• _PROBLEM TO SOLVE_:
In how many lines of the entries below does "Crescent" appear? Give only the number.

☆ ☆ ☆

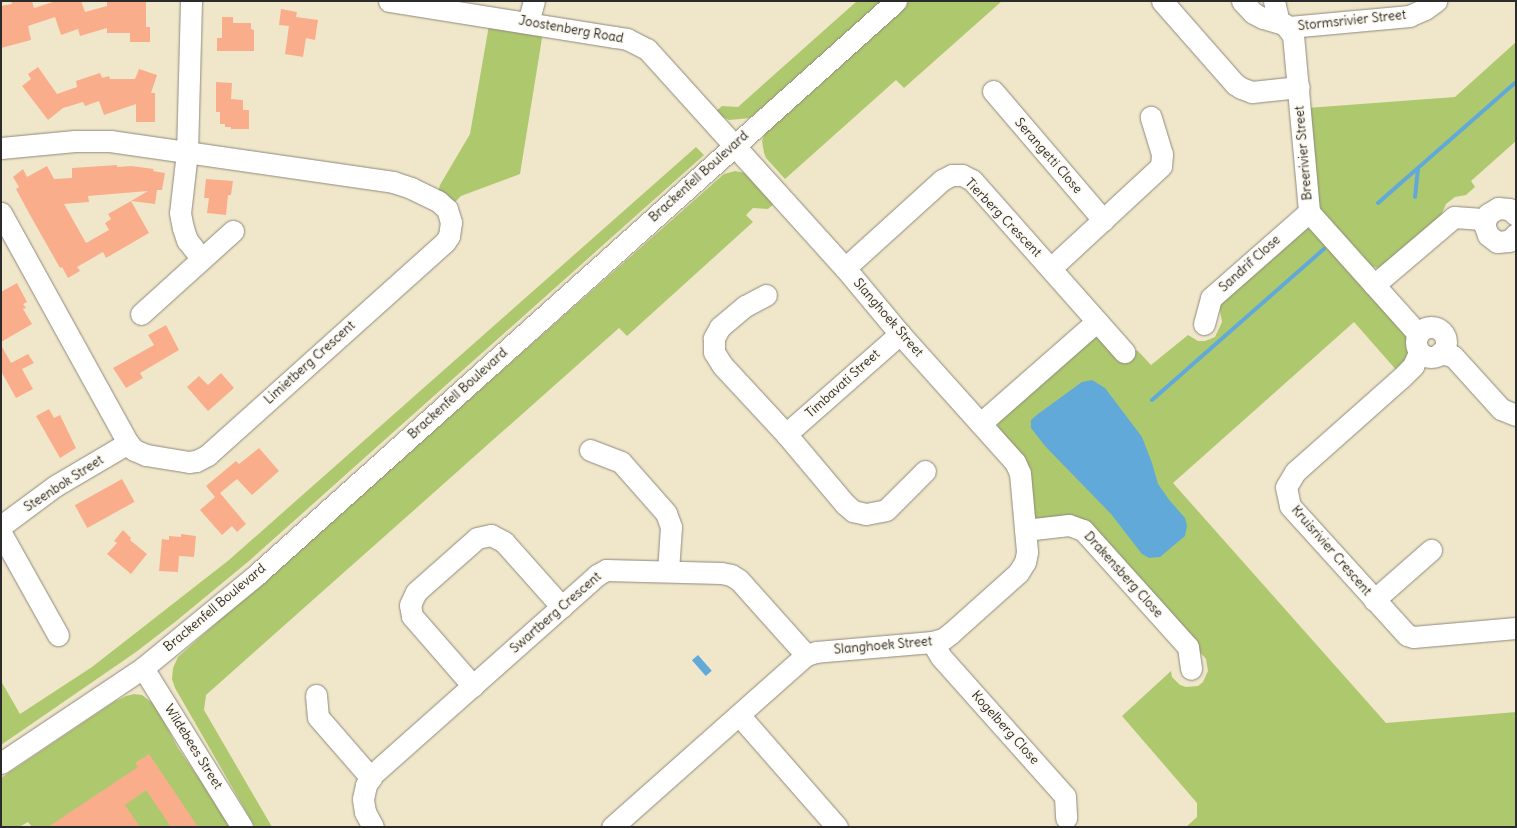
<!DOCTYPE html>
<html>
<head>
<meta charset="utf-8">
<style>
  body { margin:0 }
  #map { position:relative; width:1517px; height:828px; overflow:hidden; background:#f0e7cb; font-family:Delius,sans-serif }
  div>[style] { position:absolute }
  [style*='--x'] { left:calc(var(--x)*1px); top:calc(var(--y)*1px); width:calc(var(--w)*1px); rotate:calc(var(--a)*1deg) }
  .green>* { inset:0; background:#aec86e }
  .water>* { inset:0; background:#61a9d8; transform-origin:0 0 }
  .stream>* { height:4px; margin:-2px; padding:0 2px; transform-origin:2px; border-radius:2px; background:#61a9d8 }
  .building>* { inset:0; background:#faad8b; transform-origin:0 0 }
  .roads { filter:drop-shadow(0 0 1px #8e897b) drop-shadow(0 0 1px #8e897b) }
  .minor>* { height:21px; margin:-10.5px; padding:0 10.5px; transform-origin:10.5px; border-radius:10.5px; background:#fff }
  .minor>.ring { margin:-10.5px; padding:0; box-sizing:content-box; background:none; border:21px solid #fff; border-radius:50% }
  span { translate:-50% -50%; white-space:nowrap; text-align:center; line-height:1.15; -webkit-text-stroke:3px #fbf7ec; paint-order:stroke }
  .street-label { font-size:13px; color:#2b2b2b }
  .frame { position:absolute; inset:0; border:2px solid #2b2b2b; pointer-events:none }
</style>
</head>
<body>
<div id="map">
  <div class="green">
    <i style="clip-path:polygon(857px 1px,885px 1px,750px 118px,729px 120px,714px 113px,722px 106px,738px 107px)"></i>
    <i style="clip-path:polygon(909px 1px,1002px 1px,904px 88px,896px 80px,785px 179px,766px 158px,764px 153px,762px 141px,766px 130px)"></i>
    <i style="clip-path:polygon(489px 25px,543px 32px,520px 174px,461px 196px,454px 203px,438px 192px,440px 185px,470px 134px)"></i>
    <i style="clip-path:polygon(1516px 42px,1516px 141px,1471px 181px,1475px 187px,1466px 195px,1455px 197px,1446px 204px,1439px 220px,1378px 268px,1370px 266px,1319px 212px,1307px 108px,1455px 97px)"></i>
    <i style="clip-path:polygon(696px 147px,704px 155px,249px 561px,175px 622px,136px 652px,1px 745px,1px 681px,20px 714px,92px 667px,229px 560px)"></i>
    <i style="clip-path:polygon(735px 171px,746px 173px,776px 202px,768px 209px,753px 208px,746px 215px,753px 222px,627px 336px,619px 328px,206px 695px,204px 710px,272px 827px,255px 827px,175px 688px,172px 679px,173px 668px,178px 657px,724px 174px)"></i>
    <i style="clip-path:polygon(1305px 228px,1311px 229px,1408px 334px,1410px 352px,1398px 372px,1354px 322px,1173px 483px,1386px 723px,1516px 712px,1516px 827px,1186px 827px,1197px 817px,1197px 803px,1122px 716px,1171px 671px,1172px 677px,1180px 685px,1186px 687px,1198px 686px,1203px 682px,1208px 671px,1206px 659px,1087px 525px,1038px 519px,1035px 517px,998px 428px,998px 420px,1091px 337px,1101px 338px,1124px 361px,1137px 350px,1151px 365px,1188px 335px,1198px 341px,1205px 341px,1215px 337px,1222px 322px,1219px 305px)"></i>
    <i style="clip-path:polygon(134px 694px,142px 695px,155px 705px,178px 748px,233px 827px,32px 827px,28px 822px,19px 827px,1px 827px,1px 778px,114px 702px,126px 696px)"></i>
  </div>
  <div class="water">
    <i style="clip-path:polygon(1092px 380px,1105px 388px,1142px 437px,1152px 463px,1158px 484px,1170px 501px,1185px 518px,1187px 526px,1185px 536px,1160px 557px,1149px 558px,1142px 554px,1111px 514px,1045px 446px,1031px 428px,1031px 420px,1038px 414px,1082px 382px)"></i>
    <i style="left:698px;top:655px;width:21px;height:8px;rotate:49deg"></i>
  </div>
  <div class="stream">
    <i style="--x:1415;--y:197;--w:29;--a:-84"></i>
    <i style="--x:1378;--y:203;--w:182;--a:-41.2"></i>
    <i style="--x:1152;--y:400;--w:229;--a:-41.3"></i>
  </div>
  <div class="building">
    <i style="clip-path:polygon(11px 1px,32px 1px,34px 8px,56px 1px,81px 1px,85px 12px,107px 6px,107px 2px,146px 1px,146px 27px,150px 27px,150px 42px,130px 42px,130px 33px,107px 33px,107px 28px,80px 36px,78px 29px,61px 35px,55px 17px,28px 26px,31px 40px,1px 48px,1px 6px,12px 4px)"></i>
    <i style="clip-path:polygon(281px 9px,297px 12px,296px 17px,318px 20px,315px 40px,306px 38px,303px 57px,285px 54px,289px 26px,279px 25px)"></i>
    <i style="clip-path:polygon(222px 17px,233px 17px,233px 23px,251px 23px,251px 29px,254px 30px,254px 51px,217px 51px,217px 38px,222px 38px)"></i>
    <i style="clip-path:polygon(38px 67px,57px 94px,77px 87px,76px 81px,100px 73px,102px 78px,109px 76px,110px 79px,135px 79px,139px 69px,157px 75px,151px 93px,155px 93px,155px 122px,136px 122px,136px 104px,104px 115px,99px 101px,85px 106px,83px 102px,63px 108px,48px 120px,22px 86px,31px 79px,28px 74px)"></i>
    <i style="clip-path:polygon(216px 82px,232px 83px,231px 99px,243px 100px,243px 110px,249px 110px,249px 129px,231px 129px,231px 127px,225px 127px,225px 124px,220px 124px,220px 112px,216px 112px)"></i>
    <i style="clip-path:polygon(117px 165px,117px 167px,131px 166px,154px 169px,153px 171px,165px 173px,162px 190px,157px 190px,155px 204px,131px 201px,148px 191px,88px 196px,89px 202px,64px 204px,86px 243px,109px 230px,105px 223px,111px 219px,108px 214px,131px 201px,149px 233px,106px 258px,103px 252px,77px 267px,80px 271px,68px 278px,62px 267px,60px 268px,30px 215px,16px 189px,19px 187px,13px 177px,23px 169px,27px 177px,47px 166px,54px 179px,72px 178px,72px 168px)"></i>
    <i style="clip-path:polygon(206px 179px,233px 181px,231px 195px,228px 195px,226px 215px,207px 213px,209px 198px,204px 198px)"></i>
    <i style="clip-path:polygon(17px 283px,27px 302px,23px 304px,26px 308px,23px 309px,32px 324px,1px 342px,1px 292px)"></i>
    <i style="clip-path:polygon(166px 325px,179px 350px,140px 373px,143px 378px,126px 388px,113px 368px,154px 345px,148px 335px)"></i>
    <i style="clip-path:polygon(1px 345px,11px 363px,28px 354px,34px 363px,22px 369px,33px 389px,16px 398px,1px 371px)"></i>
    <i style="clip-path:polygon(221px 373px,234px 388px,208px 411px,187px 387px,199px 376px,208px 385px)"></i>
    <i style="clip-path:polygon(49px 409px,54px 418px,60px 415px,76px 448px,60px 458px,36px 416px)"></i>
    <i style="clip-path:polygon(259px 448px,279px 471px,252px 495px,237px 479px,220px 493px,246px 524px,237px 532px,232px 526px,222px 535px,200px 510px,215px 497px,206px 486px,236px 461px,239px 464px)"></i>
    <i style="left:122px;top:479px;width:26px;height:54px;rotate:61deg"></i>
    <i style="clip-path:polygon(123px 530px,131px 538px,130px 540px,147px 554px,131px 574px,107px 554px,117px 543px,114px 541px)"></i>
    <i style="clip-path:polygon(181px 534px,196px 536px,194px 557px,179px 556px,178px 572px,159px 571px,162px 539px,169px 540px,169px 536px,181px 537px)"></i>
    <i style="clip-path:polygon(149px 754px,198px 827px,171px 827px,146px 790px,125px 805px,140px 827px,48px 827px,138px 767px,135px 763px)"></i>
  </div>
  <div class="roads">
    <div class="minor">
      <i style="--x:191;--y:1;--w:151;--a:91.5"></i>
      <i style="--x:187;--y:152;--w:61;--a:96.5"></i>
      <i style="--x:180;--y:213;--w:15;--a:79"></i>
      <i style="--x:183;--y:228;--w:13;--a:72"></i>
      <i style="--x:187;--y:240;--w:24;--a:52"></i>
      <i style="--x:389;--y:1;--w:229;--a:9.1"></i>
      <i style="--x:615;--y:37;--w:12;--a:9"></i>
      <i style="--x:627;--y:39;--w:22;--a:27"></i>
      <i style="--x:647;--y:49;--w:295;--a:47.9"></i>
      <i style="--x:845;--y:268;--w:86;--a:50.2"></i>
      <i style="--x:900;--y:334;--w:172;--a:48.1"></i>
      <i style="--x:1015;--y:462;--w:12;--a:66"></i>
      <i style="--x:1020;--y:473;--w:79;--a:84.9"></i>
      <i style="--x:1027;--y:552;--w:10;--a:101"></i>
      <i style="--x:1025;--y:562;--w:13;--a:122"></i>
      <i style="--x:1018;--y:573;--w:90;--a:138.2"></i>
      <i style="--x:951;--y:633;--w:10;--a:143"></i>
      <i style="--x:943;--y:639;--w:11;--a:165"></i>
      <i style="--x:932;--y:642;--w:116;--a:175.1"></i>
      <i style="--x:816;--y:652;--w:10;--a:163"></i>
      <i style="--x:806;--y:655;--w:259;--a:138.4"></i>
      <i style="--x:1162;--y:1;--w:111;--a:48.7"></i>
      <i style="--x:1235;--y:84;--w:7;--a:34"></i>
      <i style="--x:1241;--y:88;--w:12;--a:20"></i>
      <i style="--x:1252;--y:92;--w:47;--a:-6.1"></i>
      <i style="--x:1242;--y:1;--w:16;--a:47"></i>
      <i style="--x:1253;--y:13;--w:11;--a:27"></i>
      <i style="--x:1263;--y:18;--w:22;--a:16"></i>
      <i style="--x:1284;--y:24;--w:14;--a:51"></i>
      <i style="--x:1293;--y:35;--w:178;--a:84.8"></i>
      <i style="--x:1309;--y:212;--w:164;--a:48.2"></i>
      <i style="--x:1274;--y:1;--w:22;--a:77"></i>
      <i style="--x:528;--y:23;--w:23;--a:-75"></i>
      <i style="--x:1289;--y:27;--w:121;--a:-5.2"></i>
      <i style="--x:1409;--y:16;--w:17;--a:-24"></i>
      <i style="--x:1425;--y:9;--w:14;--a:-36"></i>
      <i style="--x:993;--y:91;--w:170;--a:49.5"></i>
      <i style="--x:1;--y:148;--w:74;--a:-5.4"></i>
      <i style="--x:75;--y:141;--w:35;--a:0"></i>
      <i style="--x:110;--y:141;--w:286;--a:8.2"></i>
      <i style="--x:393;--y:182;--w:19;--a:18"></i>
      <i style="--x:411;--y:188;--w:30;--a:26"></i>
      <i style="--x:438;--y:201;--w:12;--a:42"></i>
      <i style="--x:447;--y:209;--w:14;--a:73"></i>
      <i style="--x:451;--y:222;--w:14;--a:98"></i>
      <i style="--x:449;--y:236;--w:7;--a:124"></i>
      <i style="--x:445;--y:242;--w:319;--a:138.1"></i>
      <i style="--x:208;--y:455;--w:13;--a:153"></i>
      <i style="--x:196;--y:461;--w:7;--a:172"></i>
      <i style="--x:189;--y:462;--w:44;--a:-170.8"></i>
      <i style="--x:146;--y:455;--w:13;--a:-157"></i>
      <i style="--x:134;--y:450;--w:9;--a:-131"></i>
      <i style="--x:128;--y:443;--w:263;--a:-118.9"></i>
      <i style="--x:1516;--y:215;--w:9;--a:-139"></i>
      <i style="--x:1509;--y:209;--w:11;--a:-175"></i>
      <i style="--x:1498;--y:208;--w:12;--a:149"></i>
      <i style="--x:1488;--y:214;--w:11;--a:112"></i>
      <i style="--x:1484;--y:224;--w:12;--a:70"></i>
      <i style="--x:1488;--y:235;--w:11;--a:38"></i>
      <i style="--x:1497;--y:242;--w:12;--a:-5"></i>
      <i style="--x:1509;--y:241;--w:10;--a:-45"></i>
      <i style="--x:845;--y:268;--w:131;--a:-42.2"></i>
      <i style="--x:942;--y:180;--w:11;--a:-27"></i>
      <i style="--x:952;--y:175;--w:10;--a:0"></i>
      <i style="--x:962;--y:175;--w:11;--a:27"></i>
      <i style="--x:972;--y:180;--w:230;--a:48.5"></i>
      <i style="--x:1051;--y:268;--w:150;--a:-42.8"></i>
      <i style="--x:1161;--y:166;--w:12;--a:-85"></i>
      <i style="--x:1162;--y:154;--w:39;--a:-107"></i>
      <i style="--x:1374;--y:285;--w:105;--a:-40.4"></i>
      <i style="--x:1454;--y:217;--w:32;--a:4"></i>
      <i style="--x:766;--y:295;--w:24;--a:152"></i>
      <i style="--x:745;--y:306;--w:33;--a:140"></i>
      <i style="--x:720;--y:327;--w:13;--a:119"></i>
      <i style="--x:714;--y:338;--w:14;--a:90"></i>
      <i style="--x:714;--y:352;--w:15;--a:58"></i>
      <i style="--x:722;--y:365;--w:94;--a:47.2"></i>
      <i style="--x:786;--y:434;--w:92;--a:49.9"></i>
      <i style="--x:845;--y:504;--w:11;--a:41"></i>
      <i style="--x:853;--y:511;--w:13;--a:13"></i>
      <i style="--x:866;--y:514;--w:20;--a:-11"></i>
      <i style="--x:886;--y:510;--w:55;--a:-45"></i>
      <i style="--x:141;--y:314;--w:124;--a:-42.1"></i>
      <i style="--x:1204;--y:324;--w:27;--a:-75"></i>
      <i style="--x:1211;--y:298;--w:130;--a:-41.3"></i>
      <i class="ring" style="left:1416px;top:327px;width:9px;height:9px"></i>
      <i style="--x:1419;--y:352;--w:15;--a:113"></i>
      <i style="--x:1413;--y:366;--w:16;--a:135"></i>
      <i style="--x:1402;--y:377;--w:143;--a:138.4"></i>
      <i style="--x:1295;--y:472;--w:17;--a:121"></i>
      <i style="--x:1286;--y:487;--w:19;--a:78"></i>
      <i style="--x:1290;--y:506;--w:174;--a:47.8"></i>
      <i style="--x:1407;--y:635;--w:6;--a:18"></i>
      <i style="--x:1413;--y:637;--w:103;--a:-5"></i>
      <i style="--x:1440;--y:353;--w:13;--a:13"></i>
      <i style="--x:1453;--y:356;--w:72;--a:47.8"></i>
      <i style="--x:1501;--y:409;--w:16;--a:22"></i>
      <i style="--x:981;--y:423;--w:154;--a:-41.3"></i>
      <i style="--x:786;--y:434;--w:152;--a:-41.3"></i>
      <i style="--x:590;--y:450;--w:33;--a:21"></i>
      <i style="--x:621;--y:462;--w:68;--a:48.6"></i>
      <i style="--x:666;--y:513;--w:15;--a:70"></i>
      <i style="--x:671;--y:527;--w:44;--a:93.9"></i>
      <i style="--x:1;--y:526;--w:67;--a:-36.5"></i>
      <i style="--x:55;--y:486;--w:85;--a:-30.5"></i>
      <i style="--x:1025;--y:530;--w:44;--a:-6.5"></i>
      <i style="--x:1069;--y:525;--w:15;--a:20"></i>
      <i style="--x:1083;--y:530;--w:157;--a:48.1"></i>
      <i style="--x:1188;--y:647;--w:22;--a:82"></i>
      <i style="--x:1;--y:533;--w:117;--a:60.8"></i>
      <i style="--x:1374;--y:600;--w:76;--a:-41.3"></i>
      <i style="--x:932;--y:642;--w:17;--a:59"></i>
      <i style="--x:941;--y:657;--w:186;--a:48.3"></i>
      <i style="--x:1065;--y:796;--w:22;--a:87"></i>
      <i style="--x:143;--y:668;--w:187;--a:58.1"></i>
      <i style="--x:473;--y:686;--w:93;--a:-131.1"></i>
      <i style="--x:412;--y:616;--w:11;--a:-100"></i>
      <i style="--x:410;--y:605;--w:14;--a:-65"></i>
      <i style="--x:416;--y:592;--w:81;--a:-41.5"></i>
      <i style="--x:477;--y:538;--w:14;--a:-12"></i>
      <i style="--x:491;--y:535;--w:15;--a:28"></i>
      <i style="--x:504;--y:542;--w:87;--a:48.3"></i>
      <i style="--x:316;--y:695;--w:22;--a:85"></i>
      <i style="--x:318;--y:717;--w:81;--a:49"></i>
      <i style="--x:739;--y:715;--w:149;--a:48.8"></i>
      <i style="--x:1;--y:763;--w:171;--a:-33.8"></i>
      <i style="--x:143;--y:668;--w:145;--a:-39.4"></i>
      <i style="--x:255;--y:576;--w:861;--a:-41.89"></i>
      <i style="--x:373;--y:827;--w:17;--a:-118"></i>
      <i style="--x:365;--y:812;--w:13;--a:-99"></i>
      <i style="--x:363;--y:799;--w:14;--a:-78"></i>
      <i style="--x:366;--y:785;--w:12;--a:-59"></i>
      <i style="--x:372;--y:775;--w:301;--a:-41.6"></i>
      <i style="--x:597;--y:575;--w:10;--a:-29"></i>
      <i style="--x:606;--y:570;--w:115;--a:1.5"></i>
      <i style="--x:721;--y:573;--w:10;--a:11"></i>
      <i style="--x:731;--y:575;--w:9;--a:32"></i>
      <i style="--x:739;--y:580;--w:101;--a:48.2"></i>
    </div>
  </div>
  <div class="street-label">
    <span style="left:1352px;top:21px;rotate:-6deg">Stormsrivier Street</span>
    <span style="left:571px;top:30px;rotate:10deg">Joostenberg Road</span>
    <span style="left:1304px;top:153px;rotate:-95deg">Breerivier Street</span>
    <span style="left:1048px;top:156px;rotate:49deg">Serangetti Close</span>
    <span style="left:699px;top:177px;rotate:-42deg">Brackenfell Boulevard</span>
    <span style="left:1003px;top:218px;rotate:46deg">Tierberg Crescent</span>
    <span style="left:1250px;top:264px;rotate:-42deg">Sandrif Close</span>
    <span style="left:888px;top:318px;rotate:49deg">Slanghoek Street</span>
    <span style="left:310px;top:363px;rotate:-42deg">Limietberg Crescent</span>
    <span style="left:843px;top:384px;rotate:-42deg">Timbavati Street</span>
    <span style="left:458px;top:394px;rotate:-42deg">Brackenfell Boulevard</span>
    <span style="left:64px;top:484px;rotate:-33deg">Steenbok Street</span>
    <span style="left:1331px;top:551px;rotate:49deg">Kruisrivier Crescent</span>
    <span style="left:1123px;top:575px;rotate:48deg">Drakensberg Close</span>
    <span style="left:215px;top:608px;rotate:-40deg">Brackenfell Boulevard</span>
    <span style="left:556px;top:613px;rotate:-41deg">Swartberg Crescent</span>
    <span style="left:883px;top:646px;rotate:-5deg">Slanghoek Street</span>
    <span style="left:1005px;top:728px;rotate:48deg">Kogelberg Close</span>
    <span style="left:193px;top:747px;rotate:58deg">Wildebees Street</span>
  </div>
  <div class="frame"></div>
</div>
</body>
</html>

☆ ☆ ☆

• _FINISHED TASK_:
4